Esporte
Insuperável 7 a 1
Futebol brasileiro começa 2024 à deriva, sem treinador na Seleção e sem presidente na CBF


“No fim, as coisas saíram como eu queria.” A declaração de Carlo Ancelotti na terça-feira 2, durante a coletiva de imprensa na qual foi confirmada a renovação de seu contrato com o Real Madrid até 2026, revela que a proposta de treinar a Seleção Brasileira a partir de maio jamais foi referendada pelo italiano. De fato, a confirmação do acordo por parte de Ancelotti nunca aconteceu, mas sua chegada ao Brasil era garantida pelo agora ex-presidente da CBF, o cartola baiano Ednaldo Rodrigues, afastado do cargo desde dezembro por determinação da Justiça em mais um episódio a atingir a entidade. “Quero agradecer ao Ednaldo porque me demonstrou carinho e interesse para que eu treinasse a Seleção, mas dependia da minha situação no Real Madrid, que isso fique claro para todos. E agora aconteceu que ele não é mais presidente da Confederação”, esclareceu Ancelotti. Com ambos fora de jogo, o futebol brasileiro começa 2024 à deriva, sem treinador para comandar a Seleção e sem presidente na instituição responsável por sua gestão.

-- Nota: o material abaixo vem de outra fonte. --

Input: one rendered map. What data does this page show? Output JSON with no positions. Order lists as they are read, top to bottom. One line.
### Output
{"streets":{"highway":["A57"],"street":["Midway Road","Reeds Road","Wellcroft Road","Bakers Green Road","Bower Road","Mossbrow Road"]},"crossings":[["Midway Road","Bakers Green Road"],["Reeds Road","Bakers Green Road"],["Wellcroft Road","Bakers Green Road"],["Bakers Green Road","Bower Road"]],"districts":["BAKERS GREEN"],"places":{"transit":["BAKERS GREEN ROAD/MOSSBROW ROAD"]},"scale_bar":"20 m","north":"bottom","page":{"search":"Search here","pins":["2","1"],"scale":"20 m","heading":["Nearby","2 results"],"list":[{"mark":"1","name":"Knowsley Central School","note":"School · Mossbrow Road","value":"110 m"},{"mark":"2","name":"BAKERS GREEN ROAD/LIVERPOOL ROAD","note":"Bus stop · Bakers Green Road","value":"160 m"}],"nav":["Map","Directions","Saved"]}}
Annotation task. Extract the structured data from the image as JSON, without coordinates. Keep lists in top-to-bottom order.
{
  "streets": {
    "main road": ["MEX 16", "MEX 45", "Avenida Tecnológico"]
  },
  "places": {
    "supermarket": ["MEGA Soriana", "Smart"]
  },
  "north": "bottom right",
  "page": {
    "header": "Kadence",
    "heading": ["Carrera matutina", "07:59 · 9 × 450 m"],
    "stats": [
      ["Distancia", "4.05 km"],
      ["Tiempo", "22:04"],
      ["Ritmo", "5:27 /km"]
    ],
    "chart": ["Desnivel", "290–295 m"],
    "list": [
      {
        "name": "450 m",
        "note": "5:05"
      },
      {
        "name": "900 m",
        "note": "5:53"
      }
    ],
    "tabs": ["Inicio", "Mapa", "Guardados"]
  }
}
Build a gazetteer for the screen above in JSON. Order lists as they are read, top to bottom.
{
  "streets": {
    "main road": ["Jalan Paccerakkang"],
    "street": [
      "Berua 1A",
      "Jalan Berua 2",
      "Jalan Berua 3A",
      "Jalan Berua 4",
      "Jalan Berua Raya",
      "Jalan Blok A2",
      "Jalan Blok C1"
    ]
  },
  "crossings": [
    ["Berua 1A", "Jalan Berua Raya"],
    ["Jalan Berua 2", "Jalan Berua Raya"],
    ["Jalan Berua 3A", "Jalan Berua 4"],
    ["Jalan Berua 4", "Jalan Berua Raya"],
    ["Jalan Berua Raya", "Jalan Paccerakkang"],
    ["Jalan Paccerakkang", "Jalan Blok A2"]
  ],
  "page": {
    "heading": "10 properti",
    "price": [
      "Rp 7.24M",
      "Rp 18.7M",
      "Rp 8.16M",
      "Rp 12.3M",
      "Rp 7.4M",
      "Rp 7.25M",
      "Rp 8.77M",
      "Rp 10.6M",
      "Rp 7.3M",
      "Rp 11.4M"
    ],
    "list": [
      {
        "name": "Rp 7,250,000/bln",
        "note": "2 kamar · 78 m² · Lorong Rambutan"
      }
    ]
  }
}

Ainda neste mês, em data exata a ser confirmada, desembarcarão no Brasil inspetores da Fifa e da Confederação Sul-Americana de Futebol (Conmebol) para, segundo as entidades, “entender as causas e acompanhar os desdobramentos” da intervenção judicial que afastou Rodrigues, além do processo instaurado para a sua sucessão. Em tese, se a dupla inspeção constatar que houve interferência indevida da Justiça comum, isso pode levar a punições esportivas e financeiras para a Seleção e os clubes brasileiros participantes de futuros torneios internacionais. Em carta enviada ao presidente do Superior Tribunal de Justiça Desportiva (STJD), José Perdiz, nomeado interventor na CBF pelo Tribunal de Justiça do Rio de Janeiro, as entidades pedem que novas eleições não sejam convocadas antes de sua chegada ao País para a elaboração de um parecer conjunto a ser encaminhado à presidência da Fifa. Segundo determinação do TJ, confirmada pelo Superior Tribunal de Justiça, Perdiz permanecerá como interventor por 30 dias, contados desde 11 de dezembro, período no qual, obrigatoriamente, deve organizar novo processo eleitoral na CBF.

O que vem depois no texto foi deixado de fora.